Bir ülkenin gelişmişliği halkına verdiği değer ve yaşam şartları ile ölçülür. Son zamanlarda Rusya ve Ukrayna arasında yaşanan savaş, bütün dünya ülkelerin ekonomisini alt üst etse de; ülkemizde ekonomik krizin derin etkisi günden güne halkımıza daha fazla yansımaktadır.
X Araştırma şirketinin yaptığı araştırma ya göre ankete katılanların yüzde 75.4'ü Türkiye'nin en önemli sorununun ekonomik sıkıntılar olduğunu ifade etmiştir. İkinci sırada yüzde 6.2 ile işsizliğin yer aldığı araştırmada; üçüncü sırada yüzde 4.8 ile mülteciler, dördüncü sırada yüzde 2.5 ile eğitim, beşinci sırada yüzde 2.1 ile terör, altıncı sırada yüzde 1.5 ile adalet başlığı yer almıştır.
Yaklaşık 10 yıldır ülkemizin verimli topraklarını beton yığınına çeviriyor olmamız neticesinde; bugün ülkemiz de tarım ürünlerine ulaşma noktasında sıkıntı çekiyoruz. Her şeyin cep yaktığı yerde insanlarımız " Pazara, markete, bakkala, mağazalara" vs. uğrayamaz hâle geldi. Dış güçler, algı oyunları, siyasi çekişmeler, pandemi, deprem, darbeler, savaşlar vs. nedenler her ne kadar ekonomik sıkıntılarımızın sebebi olarak görülse de halkımızın bunları düşünmediği kanaatindeyim. Halkımız inanın artık cebine bakıyor. Söylenen hiçbir sözü duymuyor beni alakadar etmez diyor.
İnsanlarımız artık birikim yapmak bir tarafı günü kurtarmanın derdine düştü.
Güzelim ülkemizde yükselen hiçbir şey düşmediği gibi günden güne fiyatları da artmaktadır.
Serbest piyasa denilerek halkımızla adeta alay edilmektedir. Marketler, mağazalar, alışveriş merkezleri, küçük esnaflar halkı sömürmek de halkımız ise içinde bulunduğu bu olumsuz durumu kanıksamaktadır. Bir zamanlar ev, araba hayali kuranlar bugün kiralık evde dahi oturamamak da otobüse binecek ücreti dahi bulamamaktadır. Denetim mekanizmasının işlevini yitirmesi neticesinde, halkımız yoksulluğa ve kaderine terk edilmiştir. Hükümetimizin içinde bulunduğu tabloyu görmesi harekete biran önce geçmesi elzemdir. Halkımız nasıl ki darbelerde, felaketlerde, seçimlerde tarafını mevcut hükümetimizden yana kullanıp, vatanına sahip çıktı ise artık hükümetimizin de halkımızın sesine kulak vermesi gerekiyor.

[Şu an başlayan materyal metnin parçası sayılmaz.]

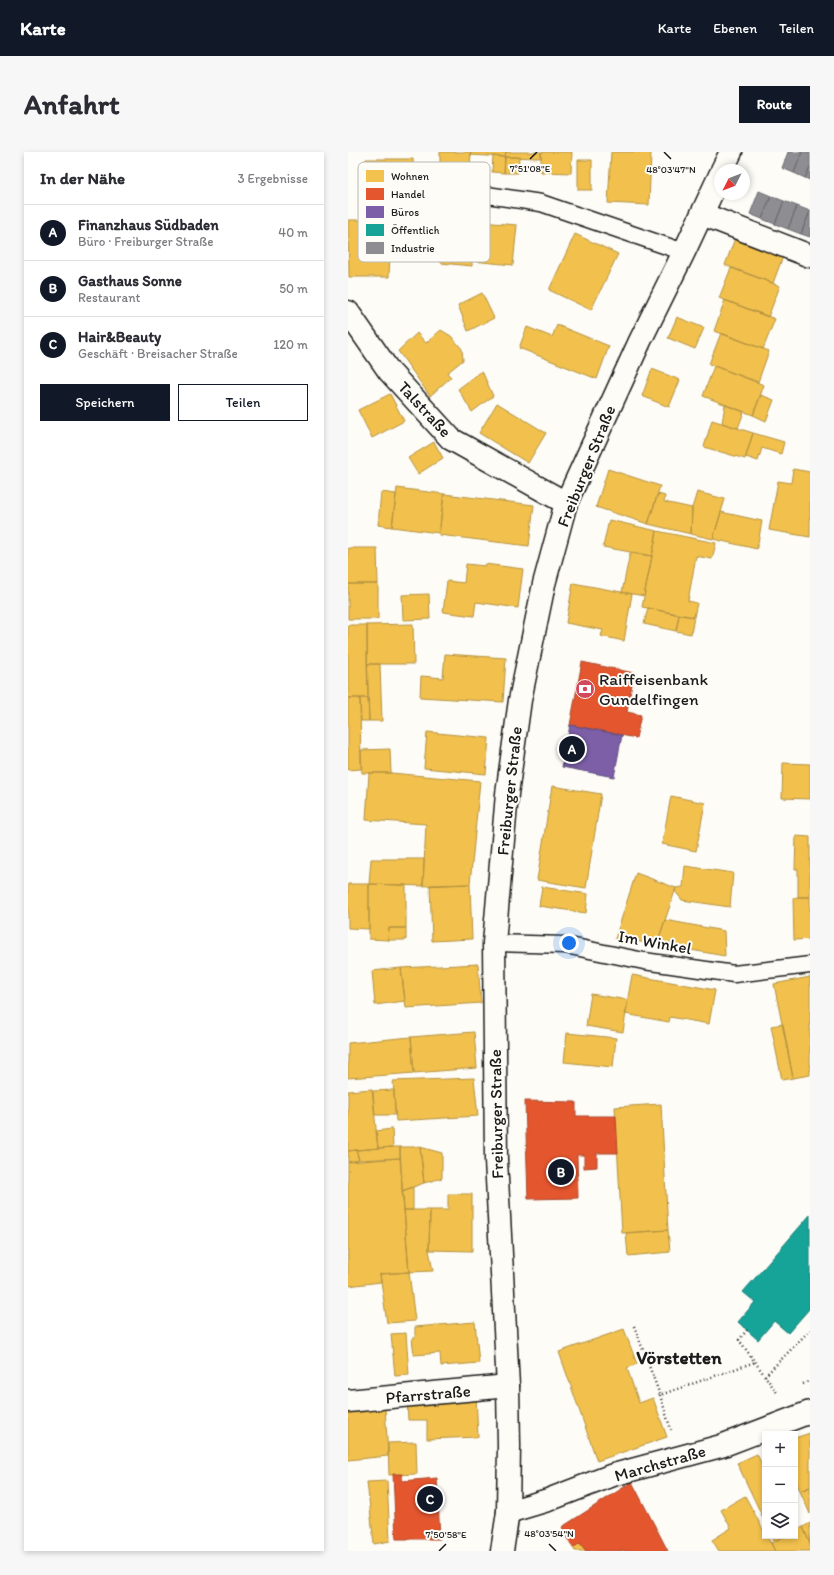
<!DOCTYPE html>
<html lang="de">
<head>
<meta charset="utf-8">
<style>
  body { margin:0; font-family:Itim,sans-serif; background:#f7f7f7; color:#2b2b33 }
  .controls { position:absolute; right:12px; bottom:12px; display:grid; overflow:hidden; border-radius:0px; box-shadow:0 2px 6px #0003 }
  .controls button { width:36px; height:36px; display:grid; place-items:center; padding:0; border:0; border-bottom:1px solid #e1e1e2; background:#fff; color:#2b2b33; font:20px sans-serif }
  .compass { position:absolute; left:366px; top:12px; width:36px; height:36px; border-radius:50%; background:#fff; box-shadow:0 2px 6px #0003; rotate:228deg }
  .you { position:absolute; left:221px; top:791px; width:14px; height:14px; margin:-10px; border:3px solid #fff; border-radius:50%; background:#1a73e8; box-shadow:0 0 0 6px #1a73e833 }
  .badge { display:grid; place-items:center; width:26px; height:26px; border-radius:50%; background:#111827; color:#fff; font-size:13px; font-weight:700 }
  .pin { position:absolute; translate:-50% -50%; border:2px solid #fff; box-shadow:0 1px 4px #0006 }
  .list { margin:0; padding:0; list-style:none }
  h2 { display:flex; justify-content:space-between; align-items:center; height:52px; margin:0; padding:0 16px; font-size:17px }
  h2 small { font-size:13px; font-weight:400; color:#7c7c81 }
  .list li { display:grid; grid-template-columns:26px 1fr auto; gap:12px; align-items:center; box-sizing:border-box; height:56px; padding:0 16px; border-top:1px solid #e1e1e2 }
  .list b { display:block; font-size:15px; white-space:nowrap }
  .list p { margin:0; font-size:13px; white-space:nowrap; color:#7c7c81 }
  .list em { font-size:13px; font-style:normal; color:#7c7c81 }
  .actions { display:flex; gap:8px; padding:12px 16px }
  .actions a { flex:1; padding:9px 0; border:1px solid #111827; border-radius:0px; text-align:center; font-size:14px; color:#111827 }
  .actions .main { background:#111827; color:#fff }
  .icon { flex:none; width:22px; height:22px; fill:none; stroke:currentColor; stroke-width:2; stroke-linecap:round; stroke-linejoin:round }
  .map { position:relative; flex:none; width:462px; height:1399px; overflow:hidden; border-radius:0px }
  header { display:flex; align-items:center; gap:24px; box-sizing:border-box; height:56px; padding:0 20px; background:#111827; color:#fff }
  header strong { font-size:19px }
  nav { display:flex; gap:22px; margin-inline-start:auto; font-size:14px }
  .intro { display:flex; align-items:center; justify-content:space-between; box-sizing:border-box; height:96px; padding:0 24px }
  h1 { margin:0; font-size:28px }
  .button { padding:10px 18px; border-radius:0px; background:#111827; color:#fff; font-size:14px; font-weight:700 }
  main { display:flex; gap:24px; padding:0 24px }
  aside { flex:1; background:#fff; border-radius:0px; box-shadow:0 2px 6px #0003 }
  .map>svg:first-child { display:block }
</style>
</head>
<body>
<header>
<strong>Karte</strong>
<nav><a>Karte</a><a>Ebenen</a><a>Teilen</a></nav>
</header>
<div class="intro"><h1>Anfahrt</h1><a class="button">Route</a></div>
<main>
<aside>
<h2>In der Nähe<small>3 Ergebnisse</small></h2>
<ul class="list">
<li><span class="badge">A</span><div><b>Finanzhaus Südbaden</b><p>Büro · Freiburger Straße</p></div><em>40 m</em></li>
<li><span class="badge">B</span><div><b>Gasthaus Sonne</b><p>Restaurant</p></div><em>50 m</em></li>
<li><span class="badge">C</span><div><b>Hair&amp;Beauty</b><p>Geschäft · Breisacher Straße</p></div><em>120 m</em></li>
</ul>
<div class="actions"><a class="main">Speichern</a><a>Teilen</a></div>
</aside>
<div class="map">
<svg width="462" height="1399" viewBox="0 0 462 1399">
  <rect width="100%" height="100%" fill="#fdfcf7"/>
  <filter id="ink" filterUnits="userSpaceOnUse"><feTurbulence type="fractalNoise" baseFrequency=".025" numOctaves="2"/><feDisplacementMap in="SourceGraphic" scale="8" xChannelSelector="R" yChannelSelector="G"/><feConvolveMatrix kernelMatrix="1 2 1 2 8 2 1 2 1" color-interpolation-filters="sRGB"/></filter>
  <g filter="url(#ink)">
    <path fill="#f2c14e" stroke="#b2903f" d="M 92,0 L 123,0 L 122,17 L 92,16 Z
      M 123,0 L 158,0 L 157,5 L 122,3 Z
      M 158,0 L 193,0 L 193,6 L 157,5 Z
      M 193,0 L 224,0 L 223,21 L 193,20 Z
      M 263,0 L 303,0 L 301,53 L 260,51 Z
      M 145,4 L 157,5 L 156,21 L 144,20 Z
      M 157,5 L 171,5 L 170,21 L 156,21 Z
      M 18,7 L 65,7 L 66,27 L 18,26 Z
      M 230,8 L 244,8 L 244,38 L 230,38 Z
      M 97,67 L 169,73 L 165,113 L 124,109 L 124,114 L 93,111 Z
      M 0,68 L 51,68 L 50,102 L 42,102 L 41,125 L 1,125 Z
      M 389,81 L 437,99 L 425,131 L 377,113 Z
      M 227,82 L 270,102 L 243,158 L 201,138 Z
      M 383,116 L 432,134 L 420,165 L 371,146 Z
      M 134,141 L 146,166 L 120,179 L 110,153 Z
      M 377,148 L 427,167 L 415,197 L 366,179 Z
      M 329,165 L 356,176 L 347,197 L 320,186 Z
      M 209,173 L 261,194 L 249,227 L 171,196 L 179,175 L 204,185 Z
      M 93,178 L 103,184 L 114,197 L 115,208 L 99,221 L 103,225 L 82,244 L 50,199 L 69,181 L 78,191 Z
      M 373,181 L 421,199 L 410,230 L 361,212 Z
      M 366,214 L 416,233 L 405,263 L 355,244 Z
      M 304,217 L 332,228 L 321,255 L 294,244 Z
      M 134,219 L 145,244 L 124,260 L 110,237 Z
      M 42,242 L 56,269 L 24,286 L 10,258 Z
      M 413,243 L 426,248 L 418,269 L 405,263 Z
      M 149,251 L 198,281 L 180,311 L 131,281 Z
      M 377,253 L 396,260 L 390,276 L 374,271 Z
      M 364,268 L 405,281 L 397,307 L 356,295 Z
      M 405,281 L 436,290 L 433,302 L 414,296 L 410,309 L 398,305 Z
      M 86,290 L 95,306 L 70,322 L 60,306 Z
      M 260,317 L 312,334 L 300,372 L 248,355 Z
      M 445,317 L 462,320 L 462,385 L 421,378 L 430,329 L 443,331 Z
      M 49,336 L 96,342 L 91,381 L 44,375 Z
      M 33,340 L 48,342 L 44,375 L 30,373 Z
      M 349,340 L 377,347 L 365,387 L 343,382 L 344,356 Z
      M 96,342 L 186,353 L 181,394 L 91,383 Z
      M 310,342 L 317,344 L 316,350 L 344,356 L 343,382 L 300,372 Z
      M 373,360 L 414,369 L 409,397 L 365,387 Z
      M 261,368 L 309,379 L 304,404 L 255,395 Z
      M 309,379 L 368,391 L 364,407 L 348,404 L 340,449 L 349,451 L 346,465 L 294,455 Z
      M 0,396 L 29,396 L 30,432 L 0,432 Z
      M 282,401 L 304,404 L 296,444 L 274,440 Z
      M 118,412 L 137,414 L 137,412 L 175,417 L 170,456 L 128,450 L 126,464 L 95,460 L 99,429 L 116,431 Z
      M 225,431 L 284,442 L 276,489 L 253,484 L 255,478 L 218,471 Z
      M 0,432 L 30,432 L 30,467 L 0,467 Z
      M 81,442 L 82,467 L 55,468 L 54,443 Z
      M 300,456 L 331,463 L 328,479 L 296,472 Z
      M 331,463 L 346,465 L 343,482 L 328,479 Z
      M 65,472 L 66,512 L 19,512 L 19,473 Z
      M 0,473 L 19,473 L 20,546 L 0,546 Z
      M 97,502 L 158,506 L 155,550 L 72,545 L 73,524 L 95,526 Z
      M 19,512 L 32,512 L 34,569 L 21,569 Z
      M 0,546 L 12,546 L 13,617 L 0,618 Z
      M 12,546 L 20,546 L 21,569 L 13,569 Z
      M 79,580 L 141,586 L 138,622 L 76,616 Z
      M 42,597 L 43,621 L 14,621 L 13,598 Z
      M 435,611 L 462,612 L 462,647 L 434,646 Z
      M 21,621 L 43,621 L 132,629 L 122,732 L 75,734 L 78,672 L 18,668 Z
      M 204,634 L 253,642 L 238,736 L 189,728 Z
      M 323,644 L 357,651 L 348,699 L 314,692 Z
      M 448,684 L 462,685 L 462,745 L 450,745 L 450,717 L 447,717 Z
      M 23,707 L 76,707 L 75,734 L 21,732 Z
      M 337,714 L 385,721 L 382,755 L 334,748 L 327,739 L 328,736 L 335,735 Z
      M 288,721 L 328,736 L 309,792 L 267,787 Z
      M 0,732 L 21,732 L 21,777 L 0,776 Z
      M 21,732 L 58,733 L 58,776 L 41,776 L 40,788 L 21,787 Z
      M 122,732 L 124,787 L 84,789 L 82,733 Z
      M 194,735 L 240,742 L 238,761 L 191,754 Z
      M 450,745 L 462,745 L 462,787 L 446,788 L 445,746 Z
      M 317,768 L 376,779 L 377,804 L 309,792 Z
      M 41,776 L 58,776 L 58,788 L 40,788 Z
      M 130,812 L 133,851 L 58,856 L 53,816 Z
      M 53,816 L 57,849 L 27,853 L 24,819 Z
      M 284,823 L 367,838 L 361,872 L 322,865 L 321,870 L 277,862 Z
      M 462,825 L 462,923 L 445,926 L 426,832 Z
      M 243,842 L 280,848 L 275,880 L 238,874 Z
      M 435,872 L 445,926 L 434,928 L 423,874 Z
      M 126,880 L 129,916 L 66,921 L 63,885 Z
      M 219,881 L 268,886 L 265,915 L 216,910 Z
      M 63,885 L 66,921 L 0,926 L 0,891 Z
      M 126,926 L 130,964 L 48,969 L 45,929 Z
      M 24,937 L 30,996 L 0,999 L 0,939 Z
      M 46,938 L 47,963 L 27,963 L 25,939 Z
      M 313,952 L 320,1078 L 274,1081 L 267,955 Z
      M 44,977 L 45,995 L 30,996 L 28,979 Z
      M 45,995 L 52,995 L 52,1006 L 11,1008 L 8,998 Z
      M 52,995 L 72,995 L 76,1031 L 54,1039 Z
      M 72,995 L 94,1001 L 94,1026 L 76,1031 Z
      M 8,998 L 11,1008 L 0,1010 L 0,999 Z
      M 52,1006 L 61,1120 L 32,1122 L 33,1130 L 0,1134 L 0,1010 Z
      M 65,1035 L 65,1058 L 56,1058 L 54,1039 Z
      M 100,1042 L 124,1042 L 124,1099 L 81,1098 L 82,1058 L 100,1058 Z
      M 56,1058 L 82,1058 L 81,1098 L 85,1119 L 61,1120 Z
      M 320,1078 L 322,1100 L 280,1104 L 278,1081 Z
      M 61,1120 L 67,1169 L 39,1171 L 32,1122 Z
      M 127,1170 L 131,1211 L 93,1214 L 92,1201 L 66,1203 L 64,1186 L 67,1186 L 67,1175 Z
      M 276,1177 L 289,1212 L 279,1216 L 291,1251 L 305,1246 L 319,1285 L 249,1309 L 211,1200 Z
      M 58,1181 L 61,1223 L 47,1224 L 43,1182 Z
      M 128,1243 L 130,1285 L 79,1287 L 79,1268 L 60,1268 L 59,1247 Z
      M 37,1255 L 40,1304 L 0,1308 L 0,1258 Z
      M 462,1281 L 462,1335 L 452,1339 L 447,1325 L 447,1286 Z
      M 68,1290 L 69,1322 L 41,1323 L 40,1291 Z
      M 409,1302 L 417,1319 L 417,1370 L 389,1311 Z
      M 39,1329 L 42,1389 L 26,1392 L 19,1330 Z
      M 462,1335 L 462,1362 L 452,1339 Z
      M 397,1344 L 417,1381 L 417,1384 L 419,1384 L 427,1399 L 371,1399 L 364,1388 L 383,1376 L 373,1358 Z
      M 462,1371 L 462,1392 L 455,1375 Z
      M 455,1375 L 462,1392 L 462,1399 L 427,1399 L 423,1391 L 437,1384 L 447,1384 L 447,1379 Z
      M 424,1384 L 437,1384 L 426,1389 Z
      M 232,1391 L 238,1399 L 227,1399 L 225,1396 Z"/>
    <path fill="#e4572e" stroke="#a84529" d="M 234,510 L 286,521 L 279,560 L 293,563 L 288,586 L 222,573 Z
      M 177,949 L 228,950 L 228,964 L 268,964 L 270,1001 L 249,1001 L 249,1015 L 236,1016 L 236,1003 L 229,1003 L 230,1046 L 180,1047 Z
      M 45,1322 L 54,1322 L 54,1329 L 89,1326 L 92,1387 L 48,1387 Z
      M 284,1330 L 320,1399 L 238,1399 L 232,1391 L 225,1396 L 214,1375 Z"/>
    <path fill="#7b5ea7" stroke="#5e4a7d" d="M 222,573 L 274,583 L 266,625 L 214,615 Z"/>
    <path fill="#17a398" stroke="#187a73" d="M 462,1063 L 462,1156 L 440,1181 L 426,1169 L 410,1188 L 390,1170 L 407,1150 L 395,1140 Z"/>
    <path fill="#8d8d92" stroke="#6b6b6f" d="M 440,0 L 454,0 L 446,21 L 434,16 Z
      M 454,0 L 462,1 L 462,15 L 457,26 L 446,21 Z
      M 462,15 L 462,28 L 457,26 Z
      M 411,39 L 423,44 L 414,67 L 402,62 Z
      M 423,44 L 436,49 L 427,72 L 414,67 Z
      M 436,49 L 449,54 L 440,77 L 427,72 Z
      M 449,54 L 462,59 L 453,82 L 440,77 Z
      M 462,59 L 462,85 L 453,82 Z"/>
    <g fill="none" stroke-linecap="round" stroke-linejoin="round">
      <g stroke="#1c1c1c" stroke-width="19">
        <path id="lane" d="M 125,41 L 193,51 L 336,100
          M 146,791 L 217,793 L 296,809 L 386,822 L 462,813"/>
      </g>
      <g stroke="#1c1c1c" stroke-width="25">
        <path id="street" d="M 354,62 L 462,104
          M 0,160 L 41,219 L 103,287 L 218,351
          M 0,1249 L 160,1234
          M 160,1360 L 200,1348 L 265,1323 L 373,1294 L 462,1260"/>
      </g>
      <g stroke="#1c1c1c" stroke-width="25">
        <path id="secondary" d="M 374,18 L 383,0
          M 154,1399 L 160,1360 L 161,1294 L 160,1234 L 148,1008 L 146,791 L 159,642 L 172,548 L 196,432 L 218,351 L 292,189 L 336,100 L 372,23"/>
      </g>
      <path stroke="#1c1c1c" stroke-width="2.5" stroke-dasharray="1 3" stroke-linecap="butt" d="M 286,1174 L 312,1243 L 407,1210
        M 399,1178 L 391,1188 L 430,1242
        M 417,1224 L 462,1178
        M 455,1232 L 462,1229
        M 312,1243 L 323,1278"/>
      <use href="#lane" stroke="#fdfcf7" stroke-width="16"/>
      <use href="#street" stroke="#fdfcf7" stroke-width="22"/>
      <use href="#secondary" stroke="#fdfcf7" stroke-width="22"/>
    </g>
  </g>
  <path fill="none" stroke="#1c1c1c" stroke-width="1.5" d="M 316,0 L 323,7M 182,7 L 189,0M 201,1392 L 208,1399M 91,1399 L 98,1392"/>
  <defs>
    <g id="bank-disc" transform="scale(1)"><circle r="9.5" fill="#d1495b" stroke="#fdfcf7"/><path d="M-6-4H6V4H-6ZM0-2.3a2.3 2.3 0 1 0 0 4.6a2.3 2.3 0 1 0 0-4.6Z" fill="#fff"/></g>
  </defs>
  <g fill-rule="evenodd">
    <use href="#bank-disc" x="237" y="537"/>
  </g>
  <g text-anchor="middle" dominant-baseline="central" stroke-width="4" stroke-linejoin="round" paint-order="stroke">
    <g font-size="17" fill="#1c1c1c" stroke="#fdfcf7">
      <text transform="translate(77 257) rotate(47)">Talstraße</text>
      <text transform="translate(238 314) rotate(-68)">Freiburger Straße</text>
      <text transform="translate(161 639) rotate(-84)">Freiburger Straße</text>
      <text transform="translate(307 790) rotate(10)">Im Winkel</text>
      <text transform="translate(148 962) rotate(-91)">Freiburger Straße</text>
      <text transform="translate(80 1242) rotate(-5)">Pfarrstraße</text>
      <text transform="translate(312 1311) rotate(-16)">Marchstraße</text>
    </g>
    <g font-size="17" fill="#1c1c1c" stroke="#fdfcf7" text-anchor="start">
      <text x="251" y="527">Raiffeisenbank<tspan x="251" dy="20">Gundelfingen</tspan></text>
    </g>
    <g font-size="19" font-weight="bold" fill="#1c1c1c" stroke="#fdfcf7">
      <text x="331" y="1205">Vörstetten</text>
    </g>
  </g>
  <rect x="10" y="10" width="132" height="100" rx="6" fill="#fdfcf7" stroke="#bab9b5" stroke-width="1"/>
  <rect x="18" y="18" width="18" height="12" fill="#f2c14e"/>
  <rect x="18" y="36" width="18" height="12" fill="#e4572e"/>
  <rect x="18" y="54" width="18" height="12" fill="#7b5ea7"/>
  <rect x="18" y="72" width="18" height="12" fill="#17a398"/>
  <rect x="18" y="90" width="18" height="12" fill="#8d8d92"/>
  <g font-size="11" fill="#1c1c1c">
    <text x="43" y="28">Wohnen</text>
    <text x="43" y="46">Handel</text>
    <text x="43" y="64">Büros</text>
    <text x="43" y="82">Öffentlich</text>
    <text x="43" y="100">Industrie</text>
  </g>
  <g font-size="10" text-anchor="middle" fill="#1c1c1c" stroke="#fdfcf7" stroke-width="4" stroke-linejoin="round" paint-order="stroke">
    <text x="182" y="20">7°51'08"E</text>
    <text x="323" y="21">48°03'47"N</text>
    <text x="201" y="1385">48°03'54"N</text>
    <text x="98" y="1386">7°50'58"E</text>
  </g>
</svg>
<div class="controls">
<button>+</button>
<button>−</button>
<button><svg class="icon" aria-label="layers" viewBox="0 0 24 24"><path d="M12 4l9 5-9 5-9-5zM3 14l9 5 9-5"/></svg></button>
</div>
<svg class="compass" viewBox="-18 -18 36 36"><path d="M0-13l5 13h-10z" fill="#e53935"/><path d="M0 13l5-13h-10z" fill="#7c7c81"/></svg>
<div class="you"></div>
<div class="pin badge" style="left:224px;top:597px">A</div>
<div class="pin badge" style="left:213px;top:1020px">B</div>
<div class="pin badge" style="left:82px;top:1347px">C</div>
</div>
</main>
</body>
</html>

Ülkesini açlığa, yoksulluğa, sefalete mahkum eden her kim olursa olsun sandıkta cevabını geçmişten bugüne muhakkak almıştır. Halkımızın iradesi ile başa gelenlerin, halkımızın iradesi ile yerle yeksan olacağı da apaçık bir gerçektir. Seçmen ile oyun oynanmaz, alay edilmez, görmezden gelinmez. Hangi siyasi parti olursa olsun halkın sorunlarını çözmediği sürece, sonlarının hüsran olacağı kaçınılmaz bir gerçektir.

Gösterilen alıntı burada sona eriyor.